La notion de cécité botanique (« plant blindness ») a été décrite pour la première fois il y a une vingtaine d’années par les botanistes américains James H. Wandersee et Elisabeth Schussler qui ont constaté que les êtres humains ne « voyaient pas les plantes ». Leurs recherches ont permis de montrer que lorsqu’une personne regarde un paysage composé de nombreuses plantes et de quelques animaux, elle se souvient toujours des animaux, mais rarement des plantes.
« Aujourd’hui, on ne parle plus de cécité botanique, mais plutôt d’indifférence aux plantes », explique Peter Pany, biologiste à l’Université de Vienne, dont les recherches portent sur l’attention aux plantes (« plant awareness »). La cécité botanique n’a rien d’un handicap visuel, car ce n’est pas comme si l’on ne voyait pas les plantes. « Si je prends l’exemple d’un arbre au bord de la route, il s’avère qu’on ne le perçoit pas comme un organisme vivant autonome, avec des besoins spécifiques et un rôle important dans l’écosystème, car le cerveau a tendance à voir les plantes comme une masse verte indistincte. »
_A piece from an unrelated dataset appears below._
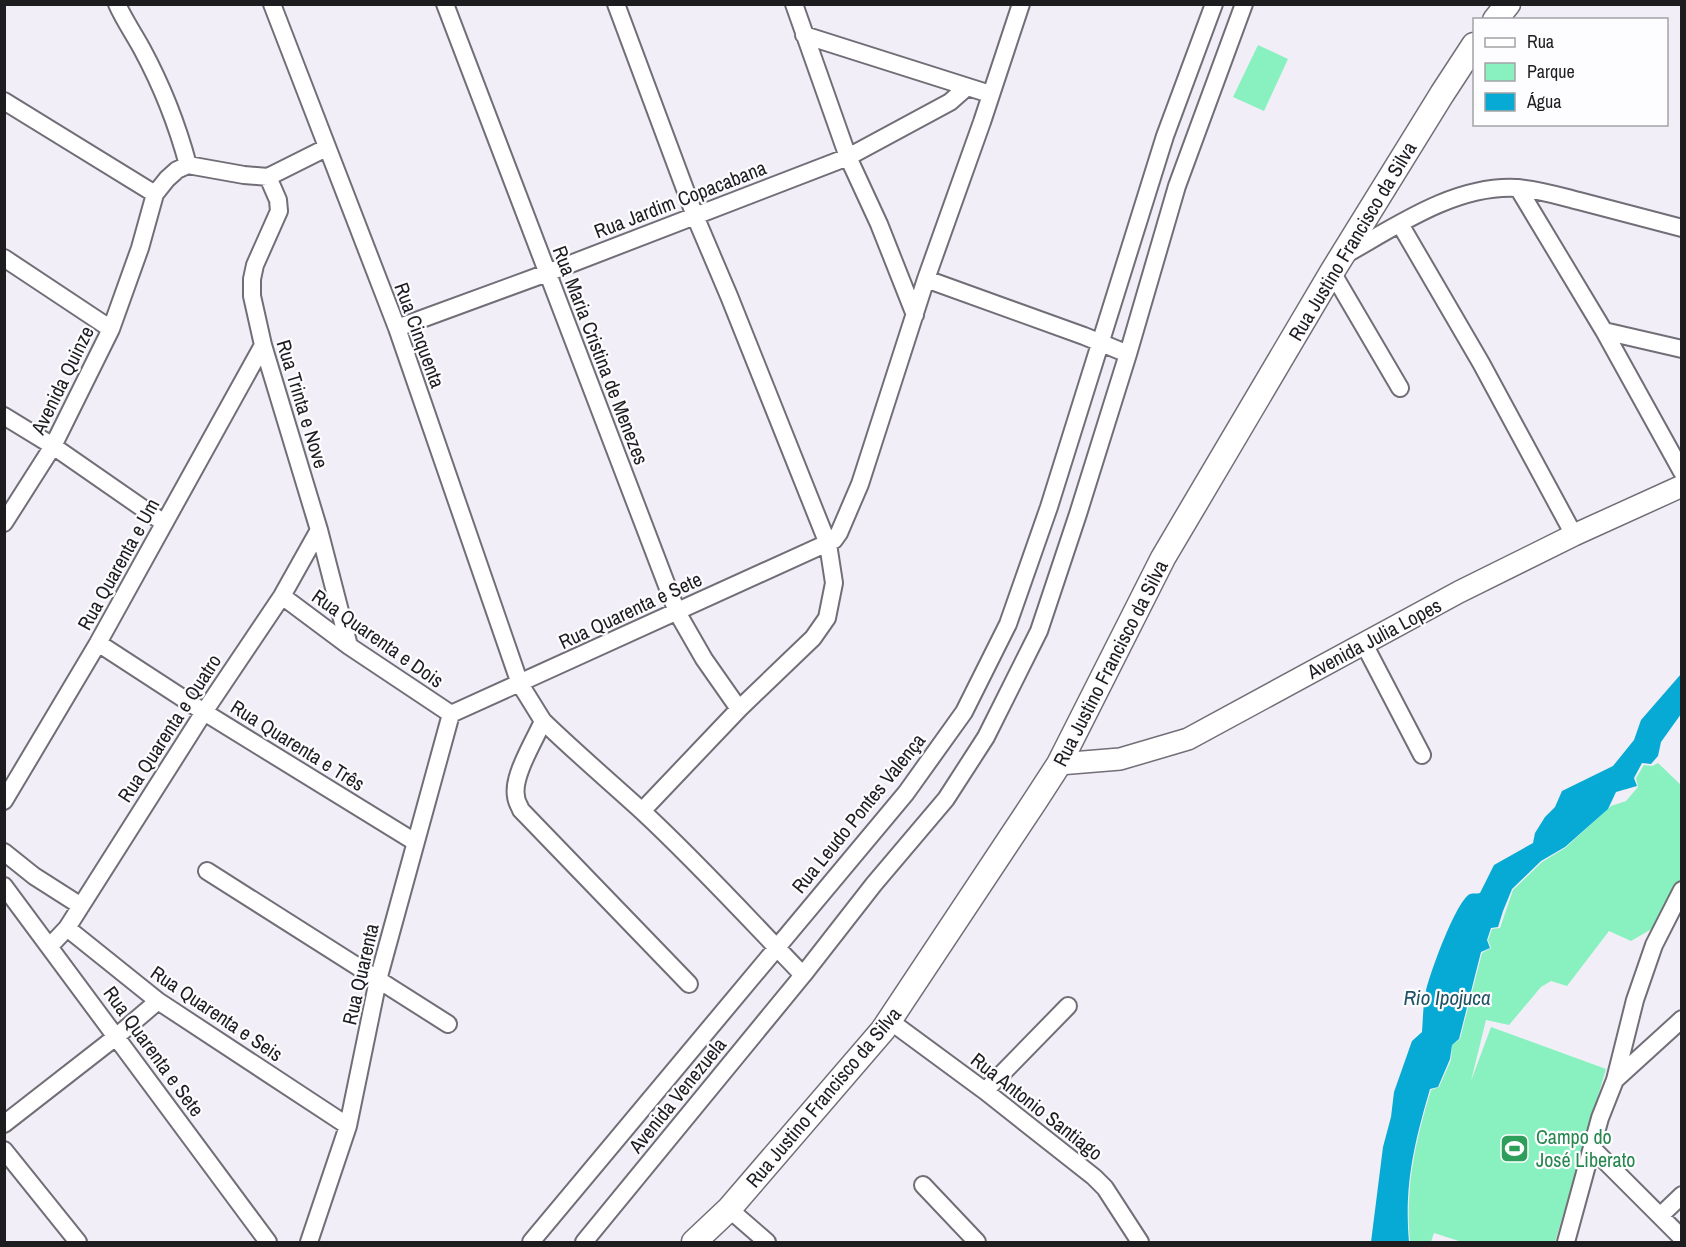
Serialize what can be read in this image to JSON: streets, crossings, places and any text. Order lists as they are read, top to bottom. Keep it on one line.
{"streets":{"main road":["Rua Justino Francisco da Silva"],"street":["Rua Jardim Copacabana","Rua Cinquenta","Rua Maria Cristina de Menezes","Avenida Quinze","Rua Trinta e Nove","Rua Quarenta e Um","Rua Quarenta e Sete","Rua Quarenta e Dois","Avenida Julia Lopes","Rua Quarenta e Quatro","Rua Quarenta e Três","Rua Leudo Pontes Valença","Rua Quarenta","Rua Quarenta e Seis","Avenida Venezuela","Rua Antonio Santiago"]},"crossings":[["Rua Jardim Copacabana","Rua Cinquenta"],["Rua Jardim Copacabana","Rua Maria Cristina de Menezes"],["Rua Justino Francisco da Silva","Avenida Julia Lopes"],["Rua Justino Francisco da Silva","Rua Antonio Santiago"],["Rua Cinquenta","Rua Quarenta e Sete"],["Rua Cinquenta","Rua Leudo Pontes Valença"],["Rua Cinquenta","Avenida Venezuela"],["Rua Maria Cristina de Menezes","Rua Quarenta e Sete"],["Rua Trinta e Nove","Rua Quarenta e Um"],["Rua Trinta e Nove","Rua Quarenta e Dois"],["Rua Trinta e Nove","Rua Quarenta e Quatro"],["Rua Quarenta e Um","Rua Quarenta e Três"],["Rua Quarenta e Sete","Rua Quarenta e Dois"],["Rua Quarenta e Sete","Rua Quarenta e Quatro"],["Rua Quarenta e Sete","Rua Quarenta"],["Rua Quarenta e Dois","Rua Quarenta e Quatro"],["Rua Quarenta e Dois","Rua Quarenta"],["Rua Quarenta e Quatro","Rua Quarenta e Três"],["Rua Quarenta e Quatro","Rua Quarenta e Seis"],["Rua Quarenta e Três","Rua Quarenta"],["Rua Quarenta","Rua Quarenta e Seis"]],"water":["Rio Ipojuca"],"places":{"sports":["Campo do José Liberato"]},"legend":["Rua","Parque","Água"]}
Des expériences de eye-tracking ont permis de montrer que le regard des participants s’attardait aussi longtemps sur les animaux que sur les plantes, mais que ces dernières n’étaient pas mémorisées, même si l’espèce végétale avait été reconnue. Le fait que les êtres humains attribuent une valeur moindre aux plantes n’est pas le fruit du hasard, car d’un point de vue évolutionniste, les animaux représentaient une menace bien plus directe et une source de nourriture bien plus précieuse que les plantes. Selon Peter Pany, l’éducation joue aussi un rôle, car les livres pour enfants regorgent d’animaux avec des visages et des noms, alors que les plantes sont rarement au premier plan. Les enfants apprennent donc très tôt à associer le vivant et les émotions à ce qui bouge et les regarde.
green maple leaves

Un biais cognitif qui a des conséquences

« Lorsqu’un enfant voit une abeille, aucun adulte n’aurait l’idée de lui dire qu’il s’agit d’un insecte. Mais quand c’est un érable, on se contente généralement d’utiliser le terme générique d’arbre. » L’argument selon lequel la diversité végétale serait bien trop vaste pour être mémorisée ne tient pas non plus, car le nombre d’espèces animales est bien plus important. La manière dont la biologie est enseignée contribue également à ce déséquilibre, car l’accent est mis sur le corps humain et les espèces animales emblématiques, alors que les plantes servent surtout d’exemples interchangeables pour parler de la photosynthèse ou de la structure cellulaire. Seules les plantes à la floraison particulièrement vive ou dont l’odeur est agréable bénéficient d’une plus grande attention.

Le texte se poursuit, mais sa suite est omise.